11. The computing apparatus of claim 10, wherein the apparatus is further configured to apply a machine learning model to the image to identify the granular item based an identification of the item,
wherein the granular item name attribute of the first granular item includes the keyword, wherein the location attribute indicates that the first granular item is located within the geographic area.
12. The computing apparatus of claim 8, wherein the item indicates a restaurant, wherein the granular item indicates a dish of the restaurant.
13. The computing apparatus of claim 8, wherein the item indicates a hotel, wherein the granular item indicates an area of the hotel.
14. The computing apparatus of claim 8, wherein the item indicates a physical item, wherein the granular item indicates a component of the physical item.
15. A non-transitory computer-readable storage medium, the computer-readable storage medium including instructions that when executed by a computer, cause the computer to:
receive an image generated from a client device and location data corresponding to the image from the client device;
identify an item stored in a data structure based on the image and the location data;
identify a granular item of the item based on a tree structure of the item in the data structure;
identify an attribute of the granular item;
receive a value of the attribute of the granular item; and
store the value of the attribute of the granular item in the tree structure of the item in the data structure.
16. The computer-readable storage medium of claim 15, wherein the attribute comprises a granular item name attribute, a rating attribute, a review attribute, a classifier selection attribute, a location attribute,
wherein the tree structure is formed based on crowd-sourced user entries of granular item definitions.

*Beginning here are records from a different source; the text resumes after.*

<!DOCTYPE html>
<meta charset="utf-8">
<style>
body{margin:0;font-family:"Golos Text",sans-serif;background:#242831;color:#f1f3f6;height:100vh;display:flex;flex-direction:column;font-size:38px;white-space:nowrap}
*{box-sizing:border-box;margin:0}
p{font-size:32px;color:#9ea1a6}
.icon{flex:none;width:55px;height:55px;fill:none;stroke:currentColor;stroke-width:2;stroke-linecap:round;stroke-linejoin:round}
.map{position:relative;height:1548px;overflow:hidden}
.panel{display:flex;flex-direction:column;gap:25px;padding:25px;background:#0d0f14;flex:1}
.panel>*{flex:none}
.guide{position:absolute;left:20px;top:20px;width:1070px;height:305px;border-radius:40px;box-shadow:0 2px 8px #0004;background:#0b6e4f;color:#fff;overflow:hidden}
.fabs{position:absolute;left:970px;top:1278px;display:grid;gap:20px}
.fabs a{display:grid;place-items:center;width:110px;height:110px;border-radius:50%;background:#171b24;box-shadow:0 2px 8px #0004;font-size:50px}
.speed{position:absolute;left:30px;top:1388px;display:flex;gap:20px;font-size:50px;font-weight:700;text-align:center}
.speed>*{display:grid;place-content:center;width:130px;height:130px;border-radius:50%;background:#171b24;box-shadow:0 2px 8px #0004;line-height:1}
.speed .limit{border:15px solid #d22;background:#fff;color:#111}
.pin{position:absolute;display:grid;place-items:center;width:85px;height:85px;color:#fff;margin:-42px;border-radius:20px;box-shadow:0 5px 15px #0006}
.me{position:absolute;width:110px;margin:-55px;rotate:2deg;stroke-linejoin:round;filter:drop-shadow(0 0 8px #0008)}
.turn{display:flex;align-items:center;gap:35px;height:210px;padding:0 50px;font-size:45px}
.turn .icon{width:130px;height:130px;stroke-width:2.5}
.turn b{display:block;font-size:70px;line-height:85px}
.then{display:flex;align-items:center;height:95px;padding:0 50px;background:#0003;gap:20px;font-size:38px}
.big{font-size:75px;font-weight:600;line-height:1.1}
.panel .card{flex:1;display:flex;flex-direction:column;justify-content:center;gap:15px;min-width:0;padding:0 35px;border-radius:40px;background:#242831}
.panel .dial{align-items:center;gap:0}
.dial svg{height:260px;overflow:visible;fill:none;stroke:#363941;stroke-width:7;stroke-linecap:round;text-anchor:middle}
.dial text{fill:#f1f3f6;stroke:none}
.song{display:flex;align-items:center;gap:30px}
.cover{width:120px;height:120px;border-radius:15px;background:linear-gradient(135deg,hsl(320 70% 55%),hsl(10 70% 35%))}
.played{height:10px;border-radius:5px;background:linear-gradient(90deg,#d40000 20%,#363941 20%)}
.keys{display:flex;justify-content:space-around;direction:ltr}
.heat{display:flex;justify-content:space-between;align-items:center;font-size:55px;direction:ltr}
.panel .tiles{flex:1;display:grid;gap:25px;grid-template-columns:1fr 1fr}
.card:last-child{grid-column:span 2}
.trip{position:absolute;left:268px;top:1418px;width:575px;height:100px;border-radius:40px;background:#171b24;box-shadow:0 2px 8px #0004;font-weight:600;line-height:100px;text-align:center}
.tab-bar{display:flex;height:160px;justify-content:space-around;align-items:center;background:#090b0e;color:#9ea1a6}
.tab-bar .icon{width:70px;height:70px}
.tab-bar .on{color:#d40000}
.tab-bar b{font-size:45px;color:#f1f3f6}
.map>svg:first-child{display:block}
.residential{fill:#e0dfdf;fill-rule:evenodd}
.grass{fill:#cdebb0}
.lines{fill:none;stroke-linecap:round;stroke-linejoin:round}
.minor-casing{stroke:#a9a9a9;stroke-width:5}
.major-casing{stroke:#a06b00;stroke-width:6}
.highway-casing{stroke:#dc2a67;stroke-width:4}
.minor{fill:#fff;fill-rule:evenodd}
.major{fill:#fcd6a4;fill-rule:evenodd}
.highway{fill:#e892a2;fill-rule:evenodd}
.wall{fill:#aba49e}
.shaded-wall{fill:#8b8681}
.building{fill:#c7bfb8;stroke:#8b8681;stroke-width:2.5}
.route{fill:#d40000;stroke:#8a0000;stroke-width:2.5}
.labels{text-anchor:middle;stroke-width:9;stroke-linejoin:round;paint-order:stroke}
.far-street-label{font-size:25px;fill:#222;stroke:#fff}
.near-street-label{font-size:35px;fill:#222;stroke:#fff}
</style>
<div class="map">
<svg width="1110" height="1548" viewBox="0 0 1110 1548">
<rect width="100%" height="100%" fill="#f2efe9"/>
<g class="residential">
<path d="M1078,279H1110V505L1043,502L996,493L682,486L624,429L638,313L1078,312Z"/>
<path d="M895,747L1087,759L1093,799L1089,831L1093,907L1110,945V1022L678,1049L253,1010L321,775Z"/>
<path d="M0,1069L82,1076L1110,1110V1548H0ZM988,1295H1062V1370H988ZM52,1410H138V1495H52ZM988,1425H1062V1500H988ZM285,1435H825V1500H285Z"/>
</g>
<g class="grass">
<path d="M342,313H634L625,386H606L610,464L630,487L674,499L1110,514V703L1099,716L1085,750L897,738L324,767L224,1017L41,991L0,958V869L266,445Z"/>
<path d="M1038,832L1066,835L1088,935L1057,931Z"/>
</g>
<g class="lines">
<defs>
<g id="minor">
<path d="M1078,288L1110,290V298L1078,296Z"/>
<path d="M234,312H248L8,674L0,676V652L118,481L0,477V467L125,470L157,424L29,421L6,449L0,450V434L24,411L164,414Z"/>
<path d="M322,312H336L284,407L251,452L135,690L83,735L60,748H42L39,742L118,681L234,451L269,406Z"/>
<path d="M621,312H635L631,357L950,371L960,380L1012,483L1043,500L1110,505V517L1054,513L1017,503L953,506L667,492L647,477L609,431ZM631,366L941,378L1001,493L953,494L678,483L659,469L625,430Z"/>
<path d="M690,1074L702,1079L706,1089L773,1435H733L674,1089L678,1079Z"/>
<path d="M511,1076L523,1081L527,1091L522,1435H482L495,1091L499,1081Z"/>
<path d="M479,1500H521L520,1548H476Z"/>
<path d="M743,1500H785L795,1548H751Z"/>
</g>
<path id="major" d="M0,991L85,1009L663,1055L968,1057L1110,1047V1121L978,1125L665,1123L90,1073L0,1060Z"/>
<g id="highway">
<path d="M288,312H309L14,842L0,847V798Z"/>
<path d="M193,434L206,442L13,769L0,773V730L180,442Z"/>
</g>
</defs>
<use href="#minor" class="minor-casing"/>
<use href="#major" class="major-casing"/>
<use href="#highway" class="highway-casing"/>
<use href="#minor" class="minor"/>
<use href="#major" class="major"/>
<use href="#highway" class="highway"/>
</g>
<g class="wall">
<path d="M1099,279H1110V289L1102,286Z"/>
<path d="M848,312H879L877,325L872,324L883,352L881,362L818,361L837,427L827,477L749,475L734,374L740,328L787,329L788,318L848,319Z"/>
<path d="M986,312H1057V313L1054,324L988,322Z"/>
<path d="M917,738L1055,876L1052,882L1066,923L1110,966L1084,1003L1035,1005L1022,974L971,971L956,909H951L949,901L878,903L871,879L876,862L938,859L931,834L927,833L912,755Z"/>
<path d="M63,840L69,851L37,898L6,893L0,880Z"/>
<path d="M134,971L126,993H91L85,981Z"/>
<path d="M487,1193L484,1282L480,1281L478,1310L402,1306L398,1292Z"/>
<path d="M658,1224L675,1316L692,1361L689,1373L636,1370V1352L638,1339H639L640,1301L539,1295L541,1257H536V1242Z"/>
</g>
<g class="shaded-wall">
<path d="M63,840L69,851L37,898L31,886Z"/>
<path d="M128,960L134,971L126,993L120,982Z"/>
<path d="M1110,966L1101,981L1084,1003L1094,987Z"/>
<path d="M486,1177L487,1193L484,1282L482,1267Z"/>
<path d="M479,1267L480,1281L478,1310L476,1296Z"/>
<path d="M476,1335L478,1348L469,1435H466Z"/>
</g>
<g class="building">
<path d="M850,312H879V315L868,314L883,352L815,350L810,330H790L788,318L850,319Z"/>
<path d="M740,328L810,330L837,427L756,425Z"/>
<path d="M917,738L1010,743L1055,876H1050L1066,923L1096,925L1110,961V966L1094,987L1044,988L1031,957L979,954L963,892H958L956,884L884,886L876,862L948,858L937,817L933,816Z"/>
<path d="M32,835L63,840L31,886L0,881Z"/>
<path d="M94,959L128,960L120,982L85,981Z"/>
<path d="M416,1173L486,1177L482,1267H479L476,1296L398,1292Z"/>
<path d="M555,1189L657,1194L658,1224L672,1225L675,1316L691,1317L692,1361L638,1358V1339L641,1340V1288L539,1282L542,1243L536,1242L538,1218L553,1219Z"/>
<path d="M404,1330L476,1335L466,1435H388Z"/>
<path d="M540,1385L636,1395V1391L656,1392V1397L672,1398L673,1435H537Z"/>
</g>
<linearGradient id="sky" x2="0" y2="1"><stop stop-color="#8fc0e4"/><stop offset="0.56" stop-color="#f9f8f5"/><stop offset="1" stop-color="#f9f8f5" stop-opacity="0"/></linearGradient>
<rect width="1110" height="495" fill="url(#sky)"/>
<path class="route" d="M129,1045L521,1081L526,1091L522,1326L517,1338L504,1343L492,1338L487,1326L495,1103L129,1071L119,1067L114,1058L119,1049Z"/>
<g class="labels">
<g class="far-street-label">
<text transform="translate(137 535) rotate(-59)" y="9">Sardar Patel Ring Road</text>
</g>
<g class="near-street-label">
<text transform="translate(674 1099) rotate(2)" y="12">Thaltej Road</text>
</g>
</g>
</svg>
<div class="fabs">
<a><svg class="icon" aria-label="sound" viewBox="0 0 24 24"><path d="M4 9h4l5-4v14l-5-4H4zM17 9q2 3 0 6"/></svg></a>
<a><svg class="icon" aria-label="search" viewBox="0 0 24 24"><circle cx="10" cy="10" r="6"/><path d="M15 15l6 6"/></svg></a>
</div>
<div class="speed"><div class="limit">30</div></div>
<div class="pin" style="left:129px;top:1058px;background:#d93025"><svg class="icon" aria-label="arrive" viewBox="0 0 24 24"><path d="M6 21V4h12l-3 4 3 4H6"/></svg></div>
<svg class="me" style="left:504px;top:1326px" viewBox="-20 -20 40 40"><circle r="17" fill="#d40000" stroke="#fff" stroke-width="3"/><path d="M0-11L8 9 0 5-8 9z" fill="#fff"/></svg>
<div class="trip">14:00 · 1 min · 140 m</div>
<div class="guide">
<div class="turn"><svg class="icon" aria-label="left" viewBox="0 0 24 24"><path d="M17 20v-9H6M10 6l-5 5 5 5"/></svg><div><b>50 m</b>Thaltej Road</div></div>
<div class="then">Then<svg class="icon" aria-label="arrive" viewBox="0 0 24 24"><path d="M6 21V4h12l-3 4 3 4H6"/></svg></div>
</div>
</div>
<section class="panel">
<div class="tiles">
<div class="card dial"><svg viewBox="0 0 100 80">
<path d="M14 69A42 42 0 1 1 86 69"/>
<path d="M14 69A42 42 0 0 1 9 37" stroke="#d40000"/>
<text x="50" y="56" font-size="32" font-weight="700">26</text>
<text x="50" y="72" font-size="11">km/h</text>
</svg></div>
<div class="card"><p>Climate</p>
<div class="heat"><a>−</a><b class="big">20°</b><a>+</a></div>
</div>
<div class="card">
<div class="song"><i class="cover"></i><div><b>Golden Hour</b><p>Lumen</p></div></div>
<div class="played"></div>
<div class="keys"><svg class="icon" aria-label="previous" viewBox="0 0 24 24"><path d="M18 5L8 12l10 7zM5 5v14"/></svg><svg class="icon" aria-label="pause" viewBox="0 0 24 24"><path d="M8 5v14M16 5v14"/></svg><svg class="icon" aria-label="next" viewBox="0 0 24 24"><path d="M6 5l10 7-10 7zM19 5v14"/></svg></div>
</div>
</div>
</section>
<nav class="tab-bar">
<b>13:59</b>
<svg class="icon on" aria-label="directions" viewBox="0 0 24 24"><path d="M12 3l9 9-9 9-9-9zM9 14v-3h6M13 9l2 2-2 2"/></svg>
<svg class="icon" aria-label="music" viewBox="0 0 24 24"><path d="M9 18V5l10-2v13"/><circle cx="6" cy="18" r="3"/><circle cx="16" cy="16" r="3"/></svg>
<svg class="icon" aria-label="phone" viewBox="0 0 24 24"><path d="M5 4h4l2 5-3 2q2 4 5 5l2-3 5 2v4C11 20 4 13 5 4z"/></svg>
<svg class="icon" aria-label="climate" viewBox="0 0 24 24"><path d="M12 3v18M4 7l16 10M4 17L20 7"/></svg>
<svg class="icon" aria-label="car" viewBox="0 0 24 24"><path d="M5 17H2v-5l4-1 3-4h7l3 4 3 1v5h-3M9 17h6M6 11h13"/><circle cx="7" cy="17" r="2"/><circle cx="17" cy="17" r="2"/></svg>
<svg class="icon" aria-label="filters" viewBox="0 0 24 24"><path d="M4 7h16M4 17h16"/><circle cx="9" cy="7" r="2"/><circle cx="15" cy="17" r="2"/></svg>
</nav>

17. The computer-readable storage medium of claim 16, wherein the instructions further configure the computer to:
receive a query indicating a keyword and a geographic area; and
identify a first granular item based on the keyword and the geographic area.
18. The computer-readable storage medium of claim 17, wherein the instructions further configure the computer to apply a machine learning model to the image to identify the granular item based an identification of the item,
wherein the granular item name attribute of the first granular item includes the keyword, wherein the location attribute indicates that the first granular item is located within the geographic area.
19. The computer-readable storage medium of claim 15, wherein the item indicates a restaurant, wherein the granular item indicates a dish of the restaurant.
20. The computer-readable storage medium of claim 15, wherein the item indicates a hotel, wherein the granular item indicates an area of the hotel.